For this evaluation, 29 patients presenting with the chief complaints of nasal allergy and nasal congestion were divided into two groups: one group (n=17) was treated with the FH/PH tablets in combination with intranasal corticosteroids (combination group), while the other (n=12) was treated with an intranasal corticosteroid spray alone (intranasal corticosteroid monotherapy group).

The combination group was treated with the FH/PH tablets for two weeks. One week after the start of treatment, concurrent administration of an intranasal corticosteroid spray (mometasone furoate hydrate) was started to initiate the shift toward intranasal corticosteroid therapy. Two weeks after the first dose, the treatment was switched to intranasal corticosteroid monotherapy, which was then used as the sole regimen for the subsequent two weeks. The overall treatment efficacy was evaluated four weeks after the first dose.

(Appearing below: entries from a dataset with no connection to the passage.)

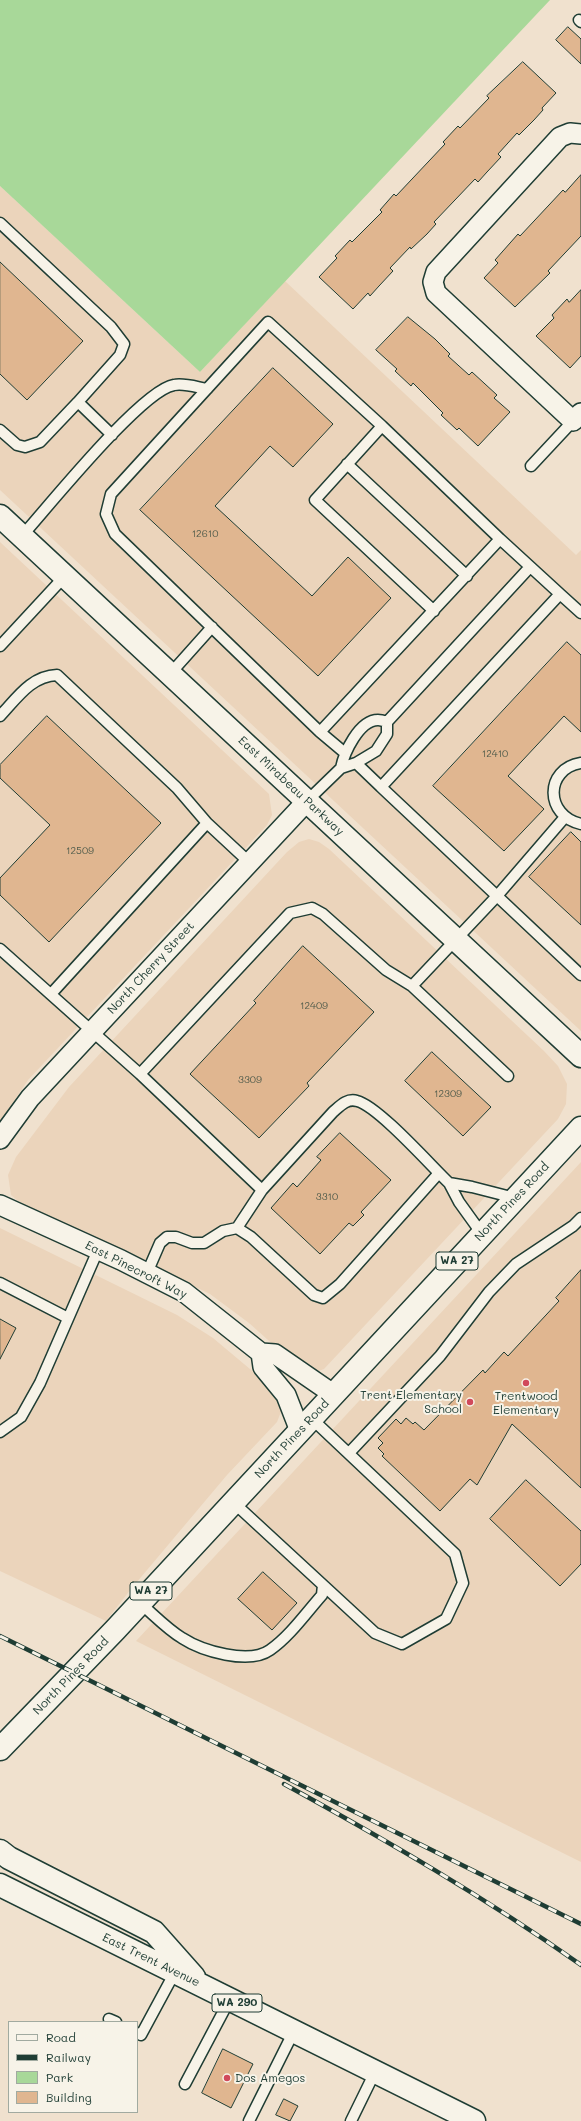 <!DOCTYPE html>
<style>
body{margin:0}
#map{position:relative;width:581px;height:2121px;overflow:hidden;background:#f0e1ce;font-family:Mali,sans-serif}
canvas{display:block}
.legend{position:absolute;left:8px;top:2021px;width:130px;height:92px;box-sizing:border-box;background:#f7f3e8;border:1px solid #a1aaa0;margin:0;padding:5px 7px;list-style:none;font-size:12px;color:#1f3d34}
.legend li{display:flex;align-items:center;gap:8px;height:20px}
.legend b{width:20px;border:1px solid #a1aaa0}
</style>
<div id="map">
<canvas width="581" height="2121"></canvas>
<ul class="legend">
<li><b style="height:5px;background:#f7f3e8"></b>Road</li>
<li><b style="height:5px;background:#1f3d34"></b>Railway</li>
<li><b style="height:11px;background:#a8d899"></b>Park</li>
<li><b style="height:11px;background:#e0b690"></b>Building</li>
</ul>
</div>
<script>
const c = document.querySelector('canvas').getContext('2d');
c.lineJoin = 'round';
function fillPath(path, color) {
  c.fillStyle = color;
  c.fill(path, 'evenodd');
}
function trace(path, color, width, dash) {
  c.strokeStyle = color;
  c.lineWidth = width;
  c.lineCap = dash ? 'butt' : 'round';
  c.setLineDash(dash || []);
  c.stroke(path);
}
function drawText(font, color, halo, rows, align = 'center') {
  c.font = font + ' Mali,sans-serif';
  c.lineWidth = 4;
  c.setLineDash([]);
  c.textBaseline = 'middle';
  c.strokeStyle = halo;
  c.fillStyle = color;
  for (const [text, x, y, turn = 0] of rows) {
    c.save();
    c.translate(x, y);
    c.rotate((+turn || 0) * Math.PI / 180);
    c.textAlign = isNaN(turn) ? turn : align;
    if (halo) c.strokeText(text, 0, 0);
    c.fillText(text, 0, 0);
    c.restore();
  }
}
fillPath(new Path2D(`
 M0,186L200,372L285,281L576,555L581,550V1031L0,490Z
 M0,542L269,794L272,815L267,825L28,1080L0,1122Z
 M309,839L319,842L329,849L544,1051L558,1066L567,1084L566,1104L558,1119L324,1369L316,1372L296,1365L249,1323L210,1294L18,1201L11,1195L8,1175L16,1157L69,1087L287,852L299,842Z
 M581,1162V1862L136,1641Z
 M0,1228L177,1315L213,1338L275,1390L282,1409L277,1422L227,1475L131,1589L106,1621L0,1571Z`), '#ebd4bb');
fillPath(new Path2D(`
 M0,0H550L200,372L0,186Z`), '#a8d899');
const building = new Path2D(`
 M568,27L581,39V64L556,40Z
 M523,62L556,93L542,108L543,110L534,120L519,135L517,133L498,154L501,157L487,172L478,182L475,179L434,222L436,224L427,234L411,249L410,247L390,268L393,271L379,286L370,296L368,293L353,309L319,277L337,258L335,256L350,240L352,242L382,212L380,210L394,194L396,196L445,144L443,142L458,126L460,128L489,98L487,96Z
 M581,175V236L548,271L550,273L515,307L484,278L498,263L495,260L518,234L520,236L563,190L565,192Z
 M0,262L83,341L27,400L0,374Z
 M581,290V356L570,368L536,336L554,318L552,315L567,299L569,302Z
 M408,317L435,339L450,354L448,356L469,375L472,372L497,395L494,398L510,412L478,446L459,428L457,430L441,415L443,413L413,383L411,386L395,371L397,369L376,350Z
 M273,368L333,424L293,467L270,446L215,506L312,596L348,557L391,598L318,676L140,510Z
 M567,642L581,655V732L564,716L508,776L544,809L504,851L433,786Z
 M47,716L161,823L49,942L0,895V878L50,825L0,778V765Z
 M571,832L581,842V925L529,877Z
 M303,946L374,1012L307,1083L309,1086L259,1138L190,1074L256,1003L254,1001Z
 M432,1052L491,1107L463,1136L405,1081Z
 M340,1133L391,1180L361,1212L364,1215L353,1226L349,1223L320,1254L271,1208L293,1183L297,1187L321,1160L317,1157Z
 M581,1270V1488L512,1424L477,1485L470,1479L440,1511L382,1456L384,1454L378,1448L383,1443L378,1438L396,1419L401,1424L406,1418L413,1424L415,1422L424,1430L483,1370L485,1373L504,1352L508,1356L559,1301L556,1298Z
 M0,1319L16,1328L0,1359Z
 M526,1480L581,1531V1564L560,1586L490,1519Z
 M263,1572L297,1603L272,1630L238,1599Z
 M223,2049L253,2064L231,2108L202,2093Z
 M284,2099L298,2106L290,2121L276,2115Z`);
fillPath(building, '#e0b690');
trace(building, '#1f3d34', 1);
const lane = new Path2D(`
 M579,20L581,22
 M0,223L111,327L124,344L120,355L78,402
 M268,322L382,426L500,539L320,732L115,534L106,514L111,494Z
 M382,426L315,500L434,611
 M0,430L17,445L25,447L40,442L78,402L112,435
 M347,464L467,576
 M531,466L573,421
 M22,536C48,507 142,390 174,385C184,383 196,387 207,389
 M500,539L560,594
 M0,646L65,576
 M170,674L212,627
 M0,716C17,698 31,676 57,675L177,788L207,823L51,994
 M320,732L345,753
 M356,763L381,787
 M581,763C544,769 545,816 581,824
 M341,768C344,753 359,720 378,720C380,720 384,721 387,722
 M307,801L341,768L356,763L376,751L387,734V722L530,567
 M565,817L497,896L581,975
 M207,823L250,863
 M0,949L140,1074
 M412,986L508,1076
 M449,1183C431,1166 378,1106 357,1101C347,1098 340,1106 333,1112L262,1190L140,1074L290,913L312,908L323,914L386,970L412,986L497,896L381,787L560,594L581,613
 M237,1228L262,1190
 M482,1234L459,1202L449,1183L472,1187L515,1198
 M147,1273L160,1243L167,1237H176L192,1243H204L223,1231L237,1228L251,1237L314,1295L323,1298L340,1284L439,1173
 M0,1283L68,1318
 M311,1418L455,1554L463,1583L446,1619L402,1644L375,1633L323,1585
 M0,1432L21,1417L40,1383L98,1250
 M349,1453L440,1356L489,1292L516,1264L573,1226L581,1218
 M140,1603C154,1615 167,1629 182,1638C202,1651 249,1665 270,1650C290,1636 306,1613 322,1595L323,1585L233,1502
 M109,2019L116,2022
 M137,2033L141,2035L175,1972
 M185,2084L230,1999
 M249,2121L294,2031
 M351,2121L375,2072`);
const street = new Path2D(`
 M581,134L570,133L560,137L436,272L433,282L436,293L573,421L581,413
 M0,1139L30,1098L307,801
 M0,1205L121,1260L184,1292L261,1353L275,1354L333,1394
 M261,1353L263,1367L286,1395L300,1431`);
const secondary = new Path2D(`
 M0,516L581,1056`);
const primary = new Path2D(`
 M0,1749L115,1630L581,1128
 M0,1851L9,1858L154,1932L194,1977
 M0,1885L474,2121`);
trace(lane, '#1f3d34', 13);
trace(street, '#1f3d34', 22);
trace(secondary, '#1f3d34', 25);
trace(primary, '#1f3d34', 25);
trace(lane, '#f7f3e8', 10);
trace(street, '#f7f3e8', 19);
trace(secondary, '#f7f3e8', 22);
trace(primary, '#f7f3e8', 22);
const rail = new Path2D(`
 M0,1636L581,1924
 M284,1784C386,1840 486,1898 581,1965`);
trace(rail, '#1f3d34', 4.5);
trace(rail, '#f7f3e8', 3, [9]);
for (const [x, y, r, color] of [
 [526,1383,4,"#d1495b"],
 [470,1402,4,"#d1495b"],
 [227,2078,4,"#d1495b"]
]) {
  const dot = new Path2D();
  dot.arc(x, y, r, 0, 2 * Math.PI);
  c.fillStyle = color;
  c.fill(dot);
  trace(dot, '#f7f3e8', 1.5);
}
drawText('10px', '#4f5b4b', null, [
 ["12610",205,534],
 ["12410",495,754],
 ["12509",80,851],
 ["12409",314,1006],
 ["3309",250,1080],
 ["12309",448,1094],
 ["3310",327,1197]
]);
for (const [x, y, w] of [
 [457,1261,42],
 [151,1591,42],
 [237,2003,50]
]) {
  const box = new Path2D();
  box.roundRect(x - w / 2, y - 9, w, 18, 3);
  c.fillStyle = '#f7f3e8';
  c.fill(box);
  trace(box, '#1f3d34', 1);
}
drawText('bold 11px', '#1f3d34', null, [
 ["WA 27",457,1261],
 ["WA 27",151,1591],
 ["WA 290",237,2003]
]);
drawText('12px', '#1f3d34', '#f7f3e8', [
 ["East Mirabeau Parkway",291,786,43],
 ["North Cherry Street",151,968,-47],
 ["North Pines Road",512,1202,-47],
 ["East Pinecroft Way",136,1270,27],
 ["North Pines Road",292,1439,-47],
 ["North Pines Road",71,1676,-46],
 ["East Trent Avenue",151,1960,26]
]);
drawText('12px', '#1f3d34', '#f7f3e8', [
 ["Trent Elementary",462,1395],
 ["School",462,1409],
 ["Trentwood",526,1396,"center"],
 ["Elementary",526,1410,"center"],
 ["Dos Amegos",235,2078,"left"]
], 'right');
</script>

One, two and four weeks after the first dose, the Visual Analogue Scale (VAS) for symptoms showed significant improvement in both groups. The degree of swelling of the inferior nasal turbinate mucosa showed steady improvement each week after the start of treatment in the combination group; on the other hand, no significant improvement of the mucosal swelling was observed at one week after the start of treatment in the intranasal corticosteroid monotherapy group.

Our findings suggest that improvement of nasal congestion with FH/PH is more rapid than that with intranasal corticosteroids, and it is advantageous to administer FH/PH prior to the start of intranasal corticosteroid monotherapy.

Our study further suggests that fast-acting FH/PH may perform a key role as an effective induction agent at the start of monotherapy with intranasal corticosteroids in patients with allergic rhinitis presenting with nasal congestion.